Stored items
- Opening Delimiter -

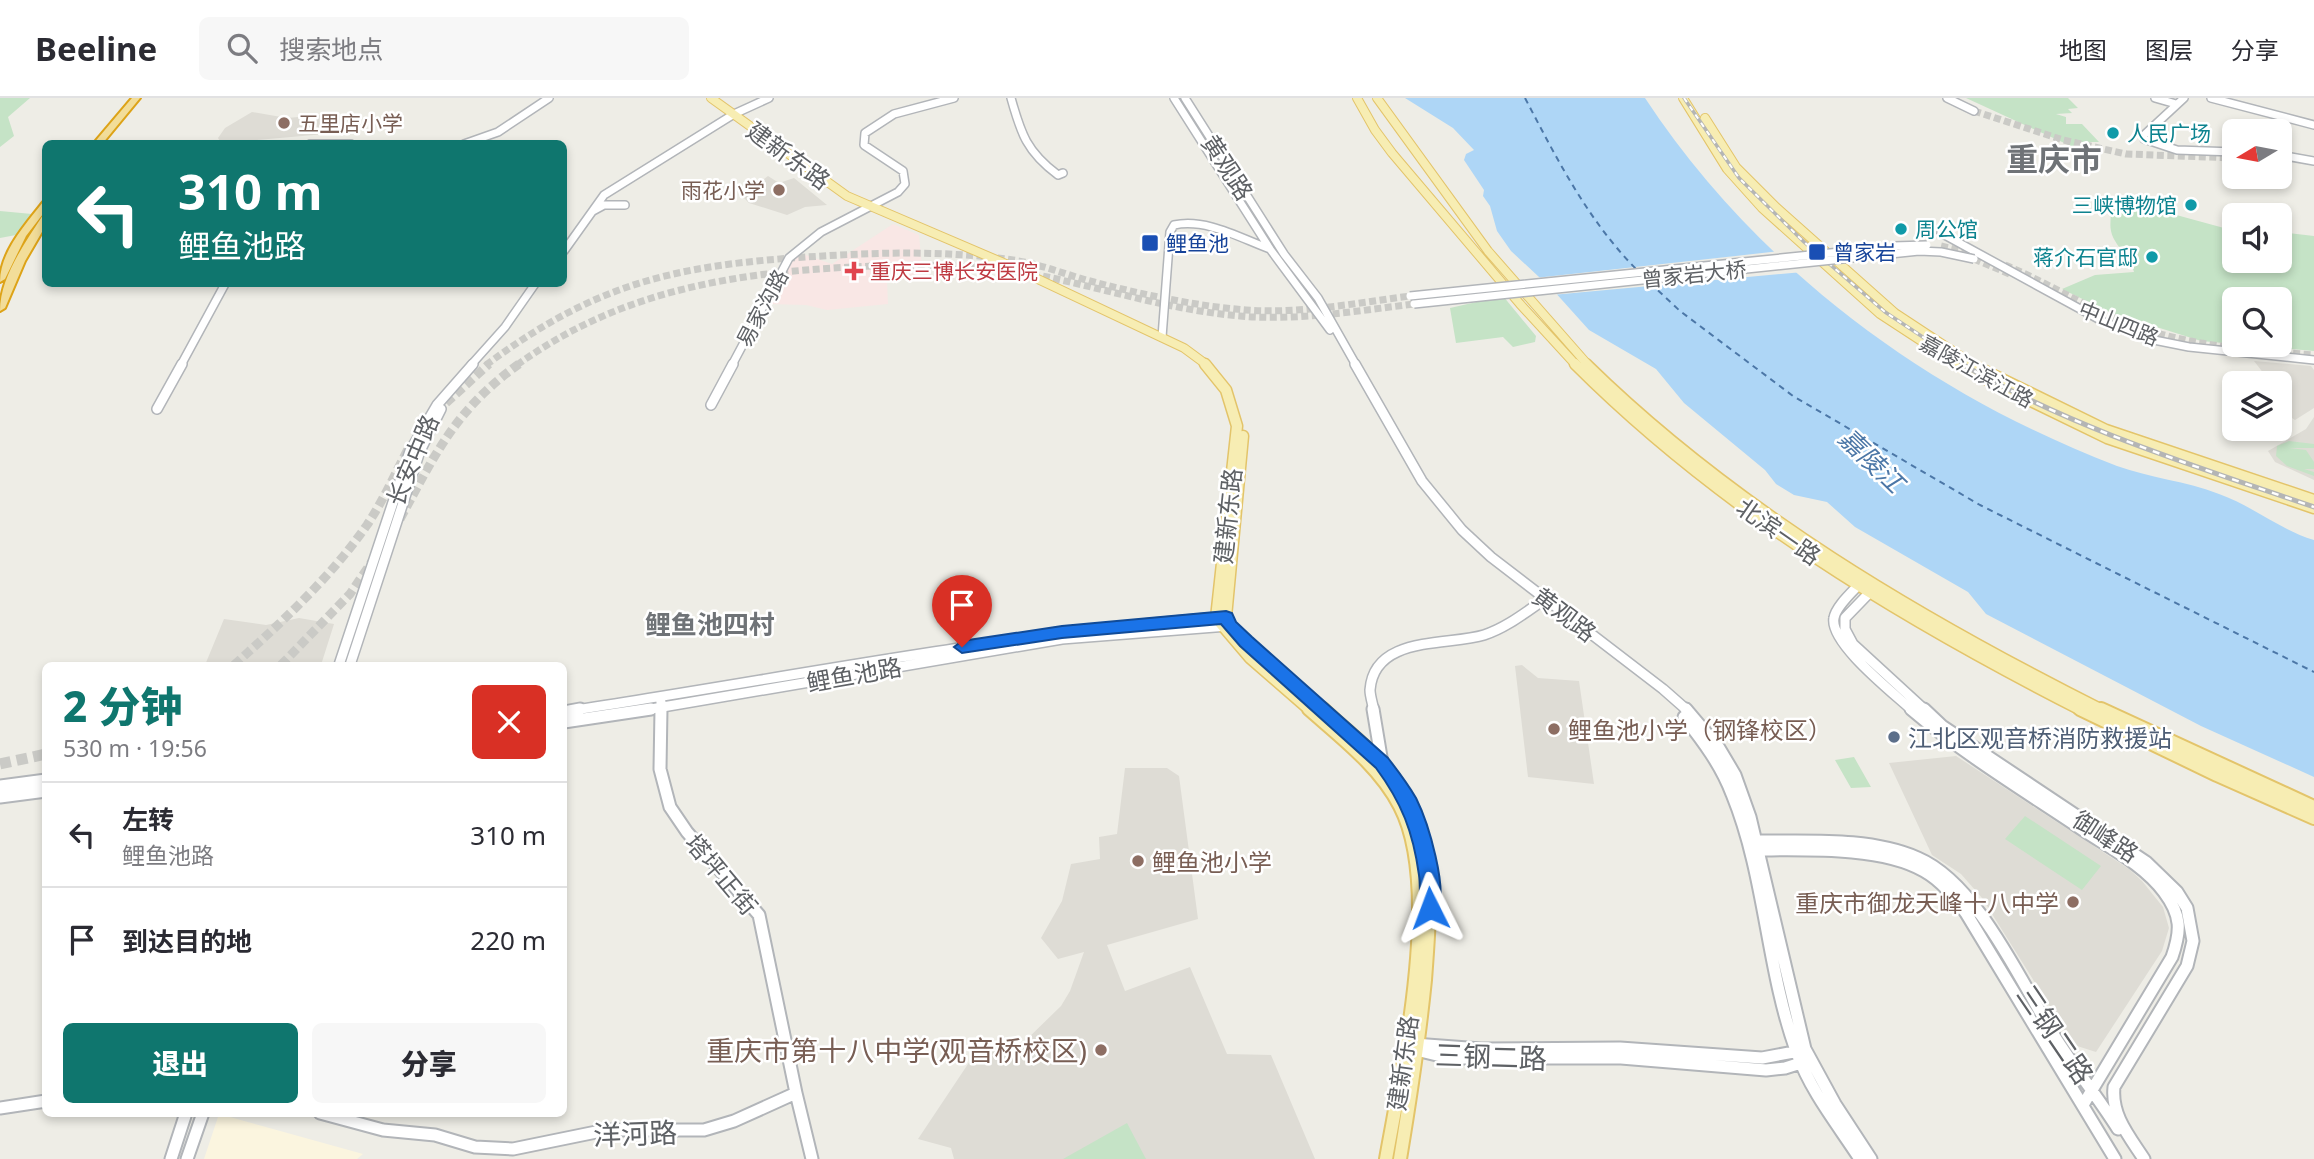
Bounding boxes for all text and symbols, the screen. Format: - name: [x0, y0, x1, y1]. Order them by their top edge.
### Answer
- search box: [199, 17, 689, 80]
- text: Beeline: [35, 26, 157, 71]
- icon: search: [223, 29, 261, 67]
- text: 搜索地点: [279, 31, 383, 67]
- text: 地图: [2059, 33, 2107, 66]
- text: 图层: [2145, 33, 2193, 66]
- text: 分享: [2231, 33, 2279, 66]
- place label: 五里店小学: [298, 109, 403, 137]
- street label: 建新东路: [740, 113, 838, 197]
- marker: 五里店小学: [276, 115, 292, 131]
- place label: 人民广场: [2127, 119, 2211, 147]
- north arrow: [2222, 119, 2292, 189]
- map controls: [2222, 119, 2292, 441]
- marker: 人民广场: [2105, 125, 2121, 141]
- street label: 黄观路: [1195, 128, 1261, 206]
- district label: 重庆市: [2006, 137, 2102, 180]
- text: 310 m: [178, 158, 323, 224]
- icon: left: [63, 168, 154, 259]
- place label: 雨花小学: [681, 176, 765, 204]
- marker: 雨花小学: [771, 182, 787, 198]
- place label: 三峡博物馆: [2072, 191, 2177, 219]
- marker: 三峡博物馆: [2183, 197, 2199, 213]
- button: sound: [2222, 203, 2292, 273]
- place label: 周公馆: [1915, 215, 1978, 243]
- marker: 周公馆: [1893, 221, 1909, 237]
- text: 鲤鱼池路: [178, 224, 306, 267]
- place label: 鲤鱼池: [1166, 229, 1229, 257]
- marker: 鲤鱼池: [1140, 233, 1160, 253]
- place label: 曾家岩: [1833, 238, 1896, 266]
- marker: 曾家岩: [1807, 242, 1827, 262]
- place label: 蒋介石官邸: [2033, 243, 2138, 271]
- marker: 蒋介石官邸: [2144, 249, 2160, 265]
- street label: 曾家岩大桥: [1640, 255, 1748, 293]
- place label: 重庆三博长安医院: [870, 257, 1038, 285]
- marker: 重庆三博长安医院: [844, 261, 864, 281]
- street label: 易家沟路: [730, 264, 794, 352]
- button: search: [2222, 287, 2292, 357]
- street label: 中山四路: [2075, 294, 2163, 352]
- street label: 嘉陵江滨江路: [1915, 328, 2039, 414]
- button: layers: [2222, 371, 2292, 441]
- street label: 长安中路: [378, 409, 446, 511]
- water label: 嘉陵江: [1831, 420, 1915, 502]
- street label: 建新东路: [1206, 467, 1248, 565]
- street label: 北滨一路: [1730, 490, 1828, 572]
- pin: [932, 575, 992, 647]
- street label: 黄观路: [1526, 579, 1604, 649]
- icon: arrive: [943, 586, 981, 624]
- district label: 鲤鱼池四村: [645, 606, 775, 642]
- street label: 鲤鱼池路: [804, 649, 904, 699]
- text: 2 分钟: [63, 677, 182, 734]
- button: close: [472, 685, 546, 759]
- place label: 鲤鱼池小学（钢锋校区）: [1568, 713, 1832, 746]
- marker: 鲤鱼池小学（钢锋校区）: [1546, 721, 1562, 737]
- place label: 江北区观音桥消防救援站: [1908, 721, 2172, 754]
- marker: 江北区观音桥消防救援站: [1886, 729, 1902, 745]
- text: 530 m · 19:56: [63, 732, 207, 764]
- text: 左转: [122, 801, 174, 837]
- street label: 御峰路: [2067, 803, 2145, 869]
- icon: left: [63, 816, 101, 854]
- text: 310 m: [470, 817, 546, 853]
- street label: 塔坪正街: [679, 827, 765, 921]
- text: 鲤鱼池路: [122, 839, 214, 871]
- place label: 鲤鱼池小学: [1152, 845, 1272, 878]
- marker: 鲤鱼池小学: [1130, 853, 1146, 869]
- position arrow: [1393, 871, 1467, 945]
- place label: 重庆市御龙天峰十八中学: [1795, 886, 2059, 919]
- marker: 重庆市御龙天峰十八中学: [2065, 894, 2081, 910]
- icon: arrive: [63, 921, 101, 959]
- text: 220 m: [470, 922, 546, 958]
- text: 到达目的地: [122, 923, 252, 959]
- street label: 三钢二路: [2009, 977, 2103, 1091]
- street label: 建新东路: [1379, 1013, 1425, 1113]
- button: 退出: [63, 1023, 298, 1103]
- button: 分享: [312, 1023, 546, 1103]
- place label: 重庆市第十八中学(观音桥校区): [706, 1031, 1087, 1069]
- street label: 三钢二路: [1434, 1035, 1548, 1077]
- marker: 重庆市第十八中学(观音桥校区): [1093, 1042, 1109, 1058]
- street label: 洋河路: [592, 1113, 678, 1153]

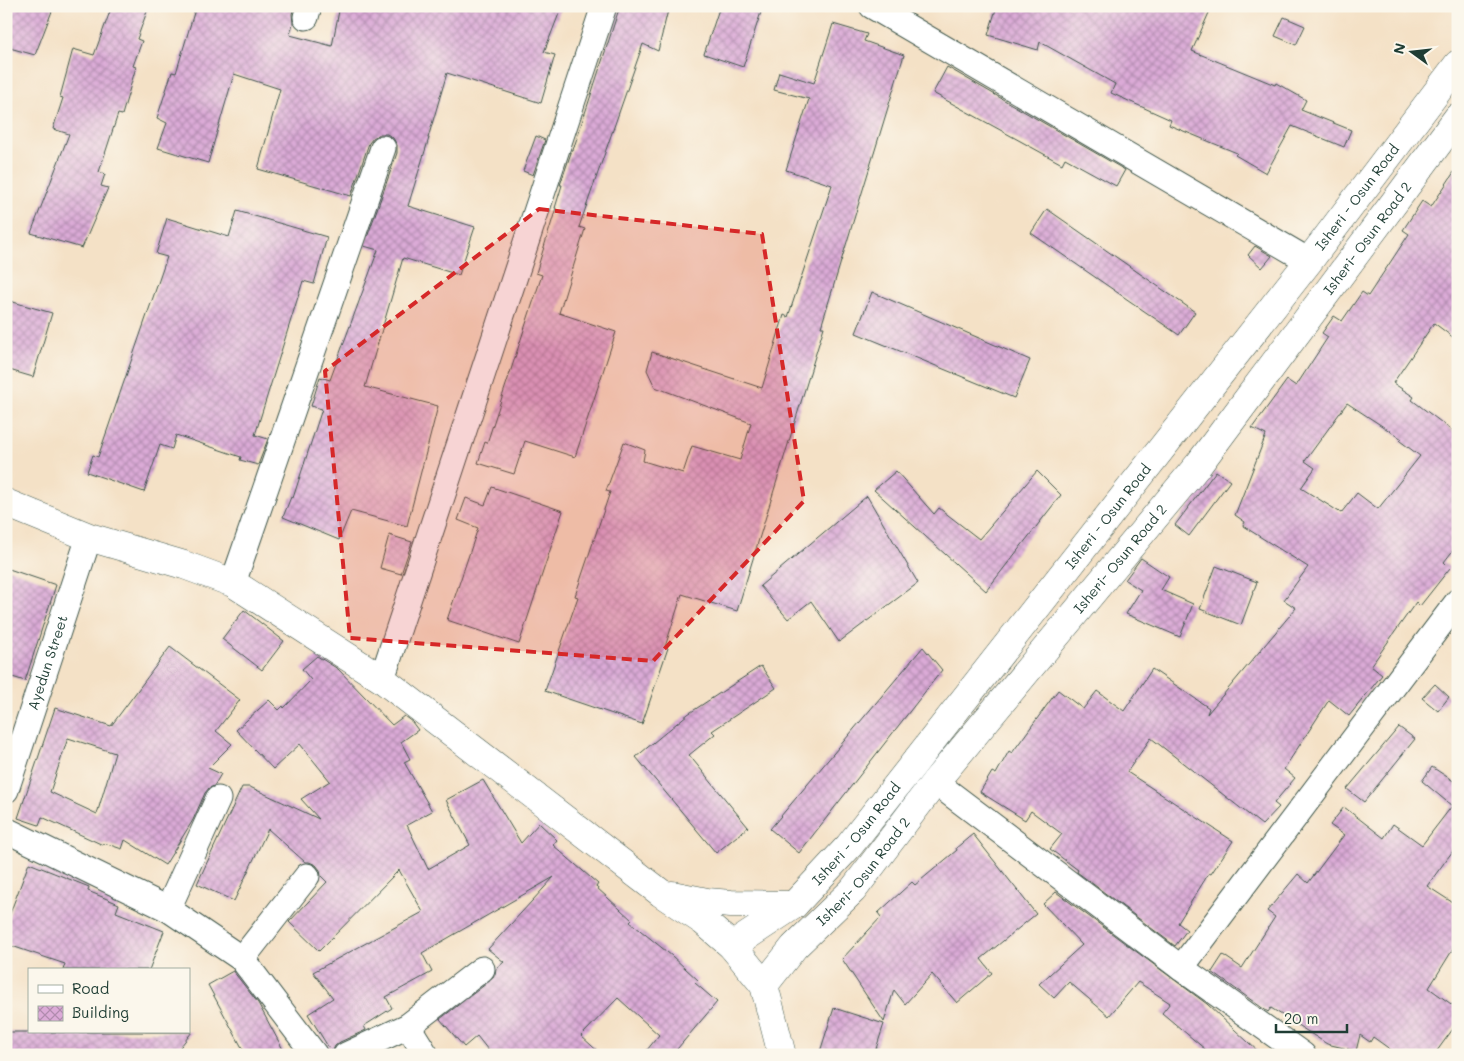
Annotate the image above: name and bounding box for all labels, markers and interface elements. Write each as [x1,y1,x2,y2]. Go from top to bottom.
north arrow [1386,28,1436,78]
text: N [1388,41,1410,56]
street label: Isheri - Osun Road [1310,140,1403,254]
street label: Isheri- Osun Road 2 [1319,178,1415,298]
street label: Isheri - Osun Road [1060,460,1155,573]
street label: Isheri- Osun Road 2 [1069,500,1171,617]
street label: Ayedun Street [23,612,72,713]
street label: Isheri - Osun Road [807,778,905,889]
street label: Isheri- Osun Road 2 [812,813,914,930]
legend [28,968,190,1034]
text: Road [72,978,109,998]
scale bar [1276,1001,1348,1033]
text: Building [72,1002,129,1022]
text: 20 m [1284,1008,1318,1028]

- Closing Delimiter -

> Problem to solve
Whenever a line of the data holds the string "江北区观音桥消防救援站", pick that line out.

> Written solution
- place label: 江北区观音桥消防救援站: [1908, 721, 2172, 754]
- marker: 江北区观音桥消防救援站: [1886, 729, 1902, 745]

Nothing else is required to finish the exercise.